How to build commercial visibility without a marketing team
Most life science founders arrive at the same moment eventually. An investor does their homework before a meeting and pulls up the website. A potential partner searches the company name on LinkedIn. A scientist evaluating a collaboration looks for recent activity and finds nothing recent.
The website exists. The LinkedIn page exists. But neither of them is doing anything.
This is not a small problem. In a sector where trust and credibility drive decisions, a static digital presence does not communicate stability, it communicates inactivity. The investor, partner, or potential customer who finds nothing recent draws their own conclusions.

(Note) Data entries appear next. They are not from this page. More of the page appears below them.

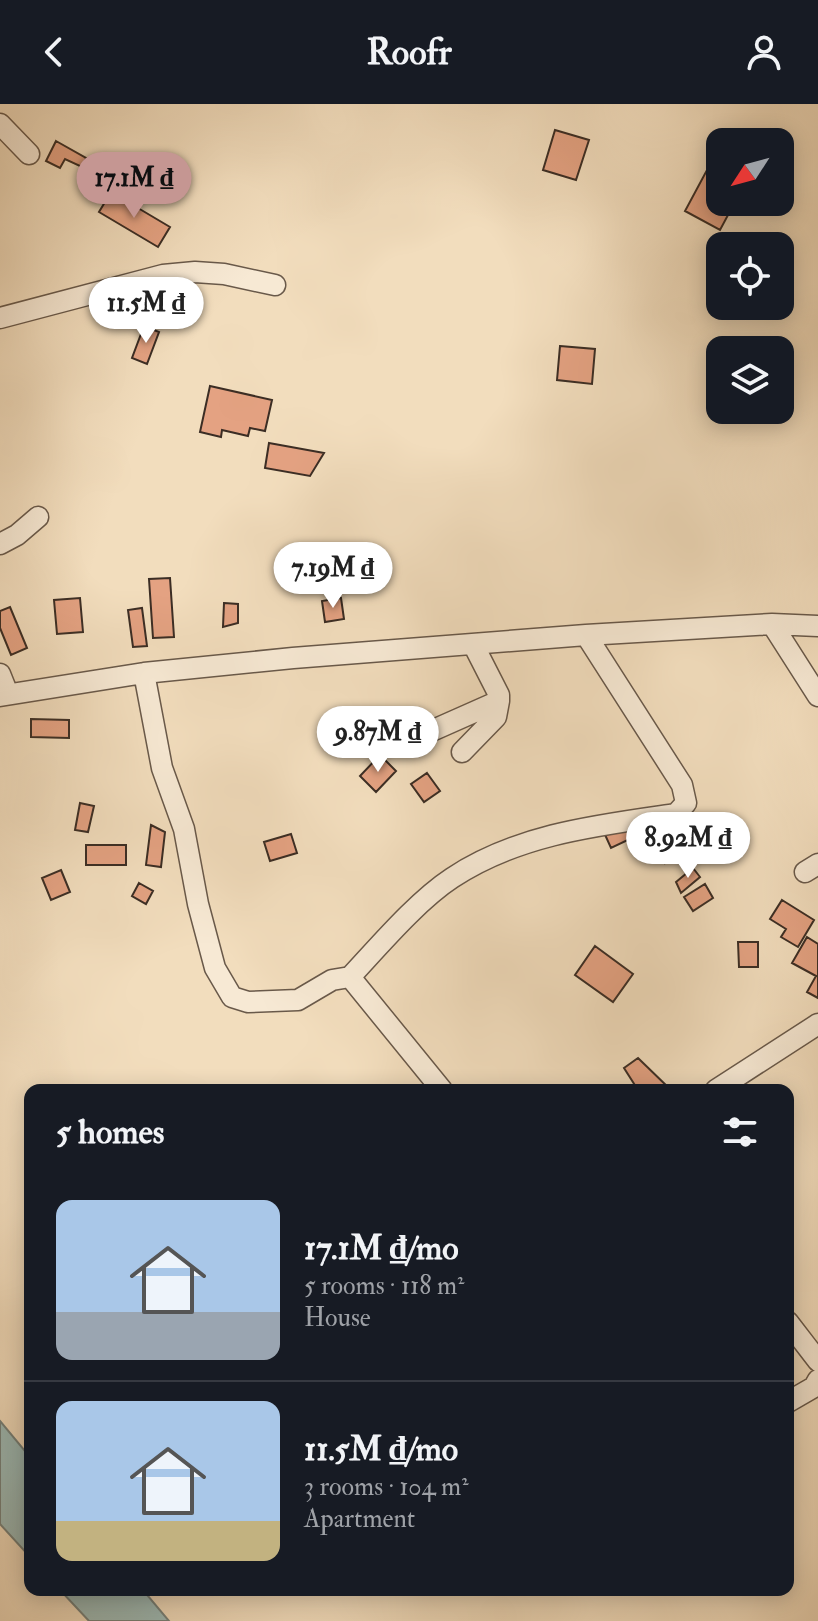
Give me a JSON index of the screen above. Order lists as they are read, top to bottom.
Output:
{
  "north": "bottom left",
  "page": {
    "header": "Roofr",
    "price": [
      "17.1M ₫",
      "11.5M ₫",
      "7.19M ₫",
      "9.87M ₫",
      "8.92M ₫"
    ],
    "heading": "5 homes",
    "list": [
      {
        "name": "17.1M ₫/mo",
        "note": "5 rooms · 118 m² · House"
      },
      {
        "name": "11.5M ₫/mo",
        "note": "3 rooms · 104 m² · Apartment"
      }
    ]
  }
}
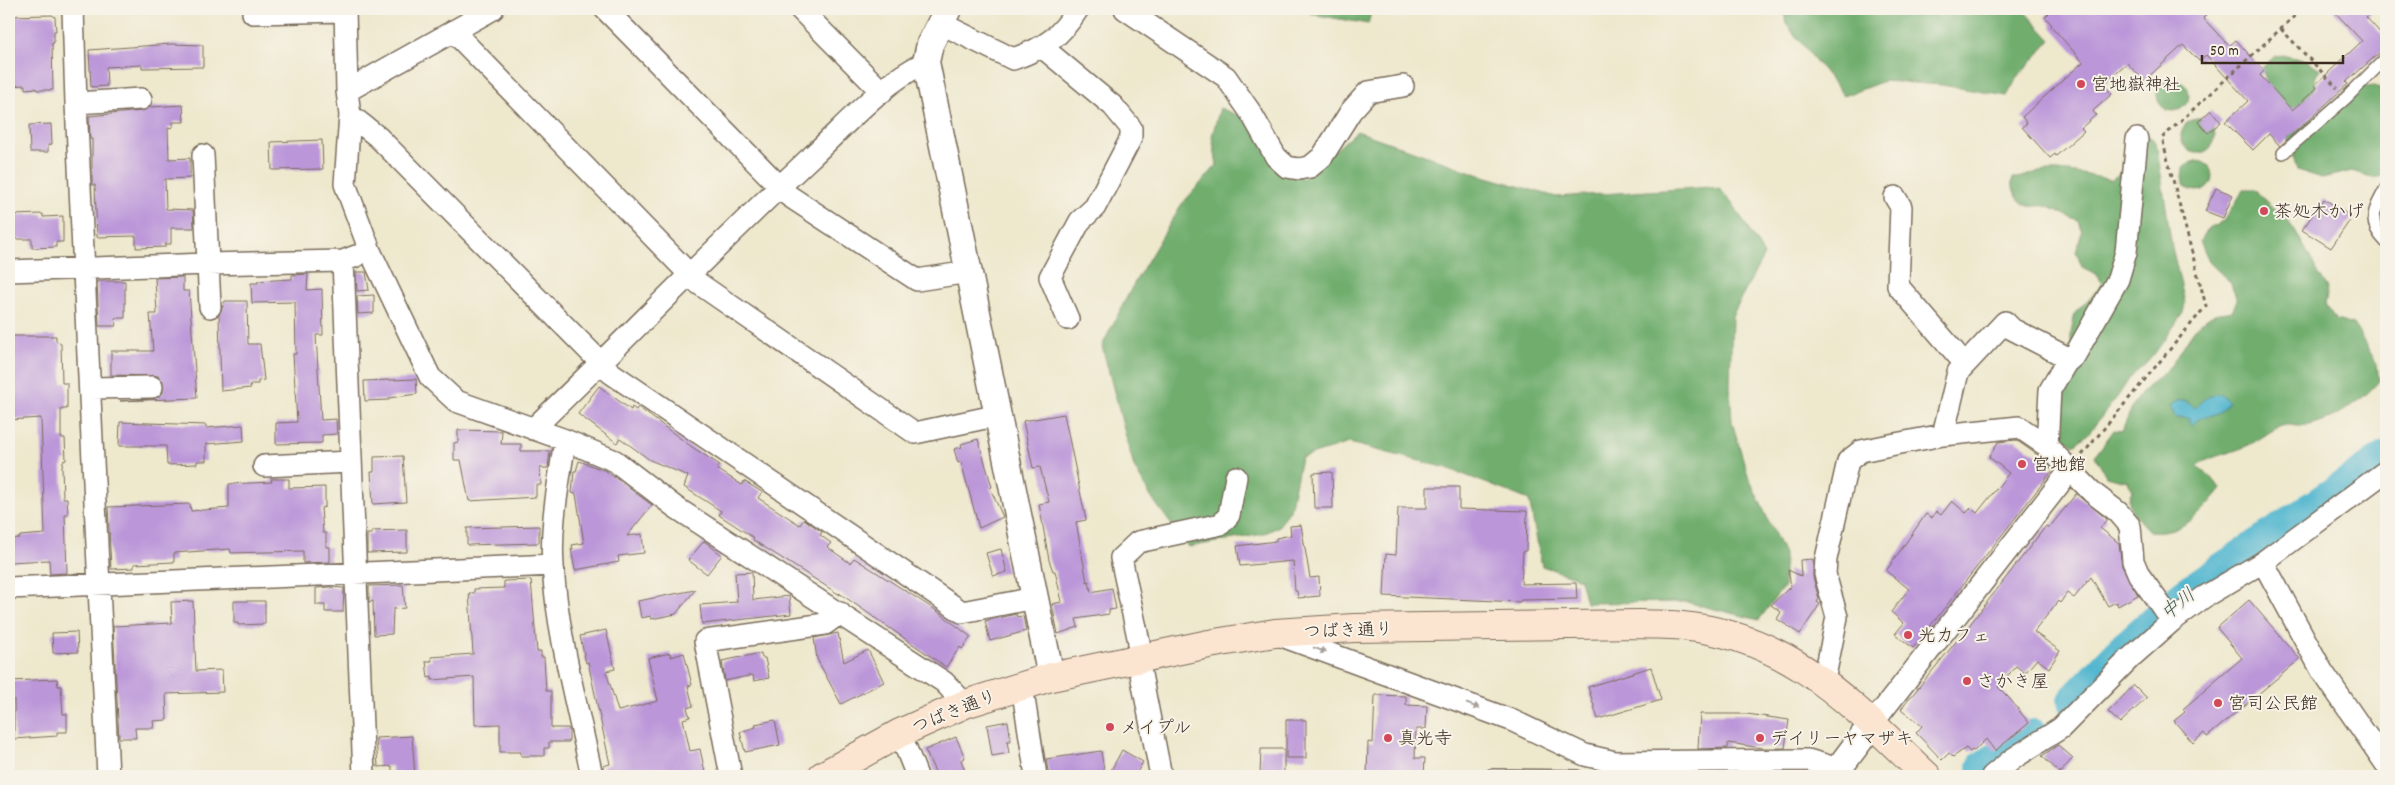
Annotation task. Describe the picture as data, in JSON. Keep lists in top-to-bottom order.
{
  "streets": {
    "main road": ["つばき通り"]
  },
  "water": ["中川"],
  "places": [
    "宮地嶽神社",
    "茶処木かげ",
    "宮地館",
    "光カフェ",
    "さかき屋",
    "宮司公民館",
    "メイプル",
    "真光寺",
    "デイリーヤマザキ"
  ],
  "scale_bar": "50 m"
}
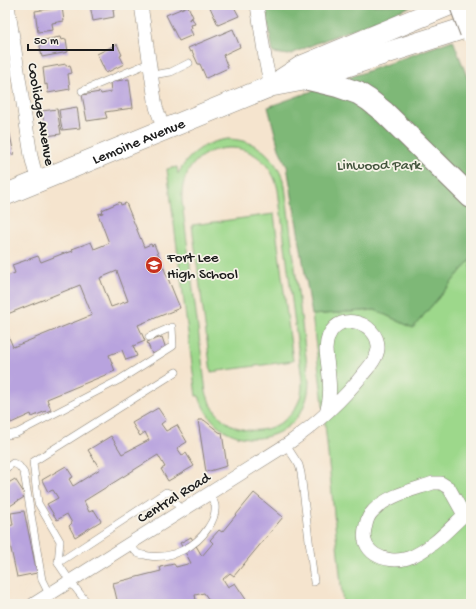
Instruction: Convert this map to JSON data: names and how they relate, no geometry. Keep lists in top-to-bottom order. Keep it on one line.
{"streets":{"main road":["Lemoine Avenue"],"street":["Coolidge Avenue","Central Road"]},"crossings":[["Coolidge Avenue","Lemoine Avenue"]],"parks":["Linwood Park"],"places":{"school or university":["Fort Lee High School"]},"scale_bar":"50 m"}
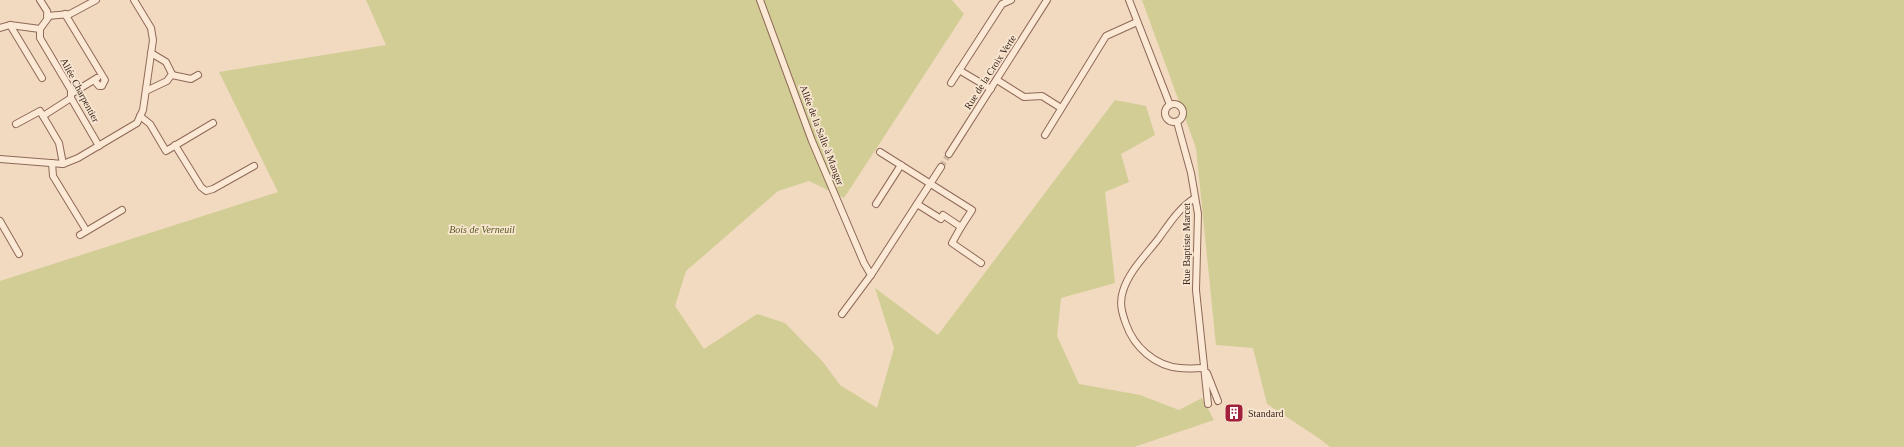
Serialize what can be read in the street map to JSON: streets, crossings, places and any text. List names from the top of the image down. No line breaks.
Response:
{"streets":{"street":["Rue de la Croix Verte","Allée Charpentier","Allée de la Salle à Manger","Rue Baptiste Marcet"]},"parks":["Bois de Verneuil"],"places":{"building":["Standard"]}}
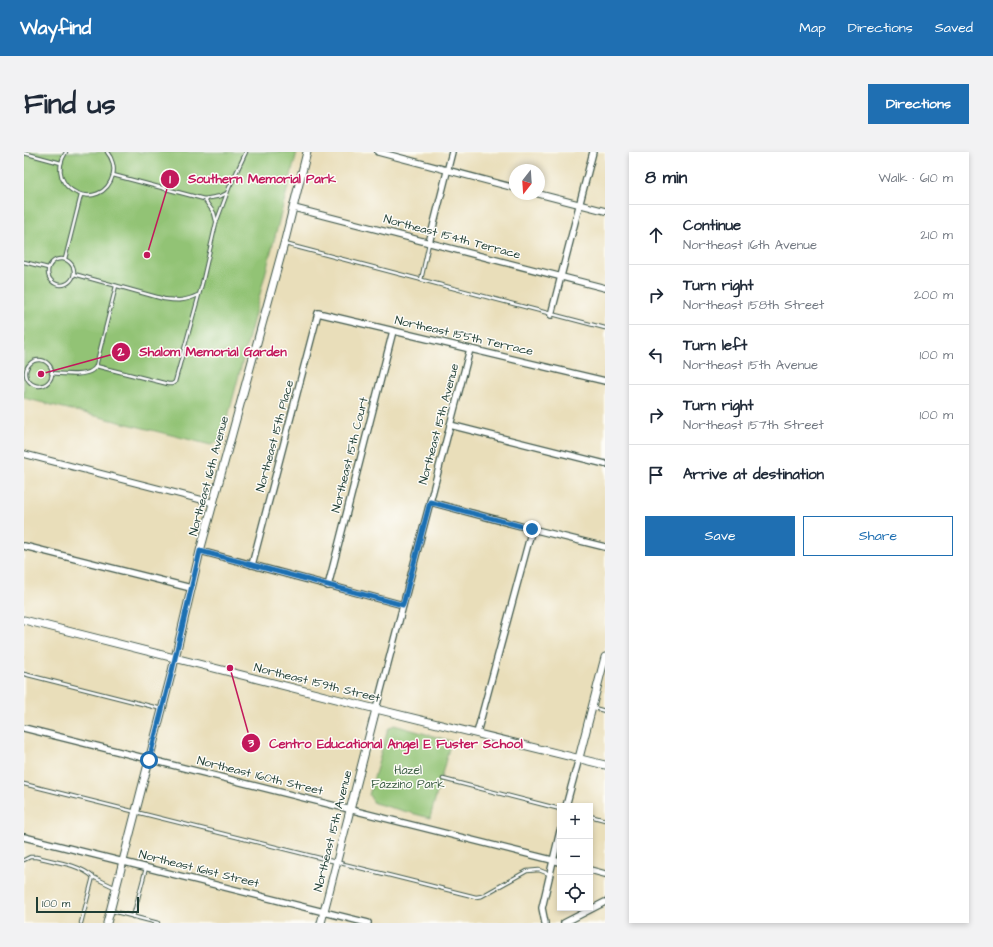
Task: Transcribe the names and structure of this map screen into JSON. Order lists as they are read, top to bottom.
{
  "streets": {
    "street": [
      "Northeast 154th Terrace",
      "Northeast 155th Terrace",
      "Northeast 15th Avenue",
      "Northeast 15th Place",
      "Northeast 15th Court",
      "Northeast 16th Avenue",
      "Northeast 159th Street",
      "Northeast 160th Street",
      "Northeast 161st Street"
    ]
  },
  "crossings": [
    ["Northeast 154th Terrace", "Northeast 16th Avenue"],
    ["Northeast 155th Terrace", "Northeast 15th Avenue"],
    ["Northeast 155th Terrace", "Northeast 15th Place"],
    ["Northeast 155th Terrace", "Northeast 15th Court"],
    ["Northeast 15th Avenue", "Northeast 159th Street"],
    ["Northeast 15th Avenue", "Northeast 160th Street"],
    ["Northeast 15th Avenue", "Northeast 161st Street"],
    ["Northeast 16th Avenue", "Northeast 159th Street"],
    ["Northeast 16th Avenue", "Northeast 160th Street"],
    ["Northeast 16th Avenue", "Northeast 161st Street"]
  ],
  "parks": ["Hazel Fazzino Park"],
  "places": ["Southern Memorial Park", "Shalom Memorial Garden", "Centro Educational Angel E Fuster School"],
  "scale_bar": "100 m",
  "north": "bottom",
  "page": {
    "header": "Wayfind",
    "nav": ["Map", "Directions", "Saved"],
    "buttons": [
      "Directions",
      ["Save", "Share"]
    ],
    "title": "Find us",
    "heading": ["8 min", "Walk · 610 m"],
    "list": [
      ["Continue", "Northeast 16th Avenue", "210 m"],
      ["Turn right", "Northeast 158th Street", "200 m"],
      ["Turn left", "Northeast 15th Avenue", "100 m"],
      ["Turn right", "Northeast 157th Street", "100 m"],
      "Arrive at destination"
    ],
    "map_buttons": ["+", "−"],
    "scale": "100 m"
  }
}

The good news is that building commercial visibility before you have a marketing team does not require a marketing team. It requires a system. And the system starts with the two assets you almost certainly already have: a website and a LinkedIn presence.
Table of contents
- Why visibility matters before you are ready to sell
- Step 1: Make your website do actual work
- Step 2: Activate the founder's LinkedIn profile, not the company page
- Step 3: Turn milestones into visibility moments
- Step 4: Be consistent at one or two conferences per year
- Step 5: Get your website found by the people who are searching
- What this looks like in practice
- Conclusion
Why visibility matters before you are ready to sell
The instinct of many life science founders is to focus on marketing once the product is ready, the regulatory pathway is clear, or the funding is secured. The problem is that visibility compounds over time. A website that has been publishing consistent content for 12 months ranks better in search than one that started last month. Organic visibility is not a tap you can turn on when you need it.
For a life science company, visibility directly affects three specific commercial moments:
- Investor due diligence. Before any first meeting, serious investors will research your company online. What they find shapes the conversation before it starts.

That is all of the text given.